What you are asked to do => For the records below, print every one exactly, with nothing dropped.
--- Provided entries Enclosed Below ---
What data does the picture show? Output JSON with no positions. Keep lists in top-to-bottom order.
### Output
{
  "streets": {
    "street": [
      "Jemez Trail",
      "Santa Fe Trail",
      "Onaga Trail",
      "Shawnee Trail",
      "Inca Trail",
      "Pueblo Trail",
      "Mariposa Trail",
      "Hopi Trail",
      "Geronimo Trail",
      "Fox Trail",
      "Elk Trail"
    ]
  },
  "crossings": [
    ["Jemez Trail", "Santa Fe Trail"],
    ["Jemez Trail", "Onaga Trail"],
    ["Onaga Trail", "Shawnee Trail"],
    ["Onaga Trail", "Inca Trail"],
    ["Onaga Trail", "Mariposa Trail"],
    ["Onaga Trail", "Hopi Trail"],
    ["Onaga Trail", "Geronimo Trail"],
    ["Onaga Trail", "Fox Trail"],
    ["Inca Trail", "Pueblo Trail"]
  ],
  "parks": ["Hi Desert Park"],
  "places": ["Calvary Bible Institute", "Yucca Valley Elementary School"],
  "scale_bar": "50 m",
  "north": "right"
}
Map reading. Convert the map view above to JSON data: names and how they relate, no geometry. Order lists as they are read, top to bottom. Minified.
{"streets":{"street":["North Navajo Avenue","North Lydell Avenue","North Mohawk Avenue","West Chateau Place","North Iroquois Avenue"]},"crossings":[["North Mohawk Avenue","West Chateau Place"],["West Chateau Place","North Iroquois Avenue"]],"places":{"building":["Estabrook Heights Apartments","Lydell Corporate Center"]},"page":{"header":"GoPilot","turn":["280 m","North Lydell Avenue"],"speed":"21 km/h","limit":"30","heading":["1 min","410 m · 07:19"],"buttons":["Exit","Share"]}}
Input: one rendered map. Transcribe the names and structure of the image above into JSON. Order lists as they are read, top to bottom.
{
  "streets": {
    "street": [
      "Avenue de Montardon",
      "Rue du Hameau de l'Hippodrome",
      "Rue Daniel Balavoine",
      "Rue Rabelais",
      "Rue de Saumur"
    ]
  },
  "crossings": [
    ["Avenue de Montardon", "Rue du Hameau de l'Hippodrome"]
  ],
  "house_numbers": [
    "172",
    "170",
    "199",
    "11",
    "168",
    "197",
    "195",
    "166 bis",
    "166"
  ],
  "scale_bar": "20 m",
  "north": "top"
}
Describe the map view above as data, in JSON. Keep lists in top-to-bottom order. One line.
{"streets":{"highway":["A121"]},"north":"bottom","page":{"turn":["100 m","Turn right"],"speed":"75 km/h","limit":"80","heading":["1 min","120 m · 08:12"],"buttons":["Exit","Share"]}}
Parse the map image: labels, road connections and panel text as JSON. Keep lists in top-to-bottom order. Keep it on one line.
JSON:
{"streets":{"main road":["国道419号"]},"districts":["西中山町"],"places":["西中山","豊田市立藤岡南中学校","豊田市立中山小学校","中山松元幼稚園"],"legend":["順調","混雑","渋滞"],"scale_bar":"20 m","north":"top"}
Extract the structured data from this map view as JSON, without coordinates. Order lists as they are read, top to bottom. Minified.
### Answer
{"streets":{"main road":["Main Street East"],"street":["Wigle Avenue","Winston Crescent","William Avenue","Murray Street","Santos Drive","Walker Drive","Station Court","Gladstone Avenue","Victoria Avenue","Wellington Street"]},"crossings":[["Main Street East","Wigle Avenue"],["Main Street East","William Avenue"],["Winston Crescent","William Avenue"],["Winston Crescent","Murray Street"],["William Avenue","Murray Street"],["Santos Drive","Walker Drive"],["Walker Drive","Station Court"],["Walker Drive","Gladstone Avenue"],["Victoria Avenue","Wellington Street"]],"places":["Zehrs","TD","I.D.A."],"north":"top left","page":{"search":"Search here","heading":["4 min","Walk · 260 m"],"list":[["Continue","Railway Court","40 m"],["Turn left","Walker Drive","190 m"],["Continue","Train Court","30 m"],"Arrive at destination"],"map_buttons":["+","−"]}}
--- End of Enclosed Provided entries ---
Answer to the problem =>
What data does the picture show? Output JSON with no positions. Keep lists in top-to-bottom order.
### Output
{
  "streets": {
    "street": [
      "Jemez Trail",
      "Santa Fe Trail",
      "Onaga Trail",
      "Shawnee Trail",
      "Inca Trail",
      "Pueblo Trail",
      "Mariposa Trail",
      "Hopi Trail",
      "Geronimo Trail",
      "Fox Trail",
      "Elk Trail"
    ]
  },
  "crossings": [
    ["Jemez Trail", "Santa Fe Trail"],
    ["Jemez Trail", "Onaga Trail"],
    ["Onaga Trail", "Shawnee Trail"],
    ["Onaga Trail", "Inca Trail"],
    ["Onaga Trail", "Mariposa Trail"],
    ["Onaga Trail", "Hopi Trail"],
    ["Onaga Trail", "Geronimo Trail"],
    ["Onaga Trail", "Fox Trail"],
    ["Inca Trail", "Pueblo Trail"]
  ],
  "parks": ["Hi Desert Park"],
  "places": ["Calvary Bible Institute", "Yucca Valley Elementary School"],
  "scale_bar": "50 m",
  "north": "right"
}
Map reading. Convert the map view above to JSON data: names and how they relate, no geometry. Order lists as they are read, top to bottom. Minified.
{"streets":{"street":["North Navajo Avenue","North Lydell Avenue","North Mohawk Avenue","West Chateau Place","North Iroquois Avenue"]},"crossings":[["North Mohawk Avenue","West Chateau Place"],["West Chateau Place","North Iroquois Avenue"]],"places":{"building":["Estabrook Heights Apartments","Lydell Corporate Center"]},"page":{"header":"GoPilot","turn":["280 m","North Lydell Avenue"],"speed":"21 km/h","limit":"30","heading":["1 min","410 m · 07:19"],"buttons":["Exit","Share"]}}
Input: one rendered map. Transcribe the names and structure of the image above into JSON. Order lists as they are read, top to bottom.
{
  "streets": {
    "street": [
      "Avenue de Montardon",
      "Rue du Hameau de l'Hippodrome",
      "Rue Daniel Balavoine",
      "Rue Rabelais",
      "Rue de Saumur"
    ]
  },
  "crossings": [
    ["Avenue de Montardon", "Rue du Hameau de l'Hippodrome"]
  ],
  "house_numbers": [
    "172",
    "170",
    "199",
    "11",
    "168",
    "197",
    "195",
    "166 bis",
    "166"
  ],
  "scale_bar": "20 m",
  "north": "top"
}
Describe the map view above as data, in JSON. Keep lists in top-to-bottom order. One line.
{"streets":{"highway":["A121"]},"north":"bottom","page":{"turn":["100 m","Turn right"],"speed":"75 km/h","limit":"80","heading":["1 min","120 m · 08:12"],"buttons":["Exit","Share"]}}
Parse the map image: labels, road connections and panel text as JSON. Keep lists in top-to-bottom order. Keep it on one line.
JSON:
{"streets":{"main road":["国道419号"]},"districts":["西中山町"],"places":["西中山","豊田市立藤岡南中学校","豊田市立中山小学校","中山松元幼稚園"],"legend":["順調","混雑","渋滞"],"scale_bar":"20 m","north":"top"}
Extract the structured data from this map view as JSON, without coordinates. Order lists as they are read, top to bottom. Minified.
### Answer
{"streets":{"main road":["Main Street East"],"street":["Wigle Avenue","Winston Crescent","William Avenue","Murray Street","Santos Drive","Walker Drive","Station Court","Gladstone Avenue","Victoria Avenue","Wellington Street"]},"crossings":[["Main Street East","Wigle Avenue"],["Main Street East","William Avenue"],["Winston Crescent","William Avenue"],["Winston Crescent","Murray Street"],["William Avenue","Murray Street"],["Santos Drive","Walker Drive"],["Walker Drive","Station Court"],["Walker Drive","Gladstone Avenue"],["Victoria Avenue","Wellington Street"]],"places":["Zehrs","TD","I.D.A."],"north":"top left","page":{"search":"Search here","heading":["4 min","Walk · 260 m"],"list":[["Continue","Railway Court","40 m"],["Turn left","Walker Drive","190 m"],["Continue","Train Court","30 m"],"Arrive at destination"],"map_buttons":["+","−"]}}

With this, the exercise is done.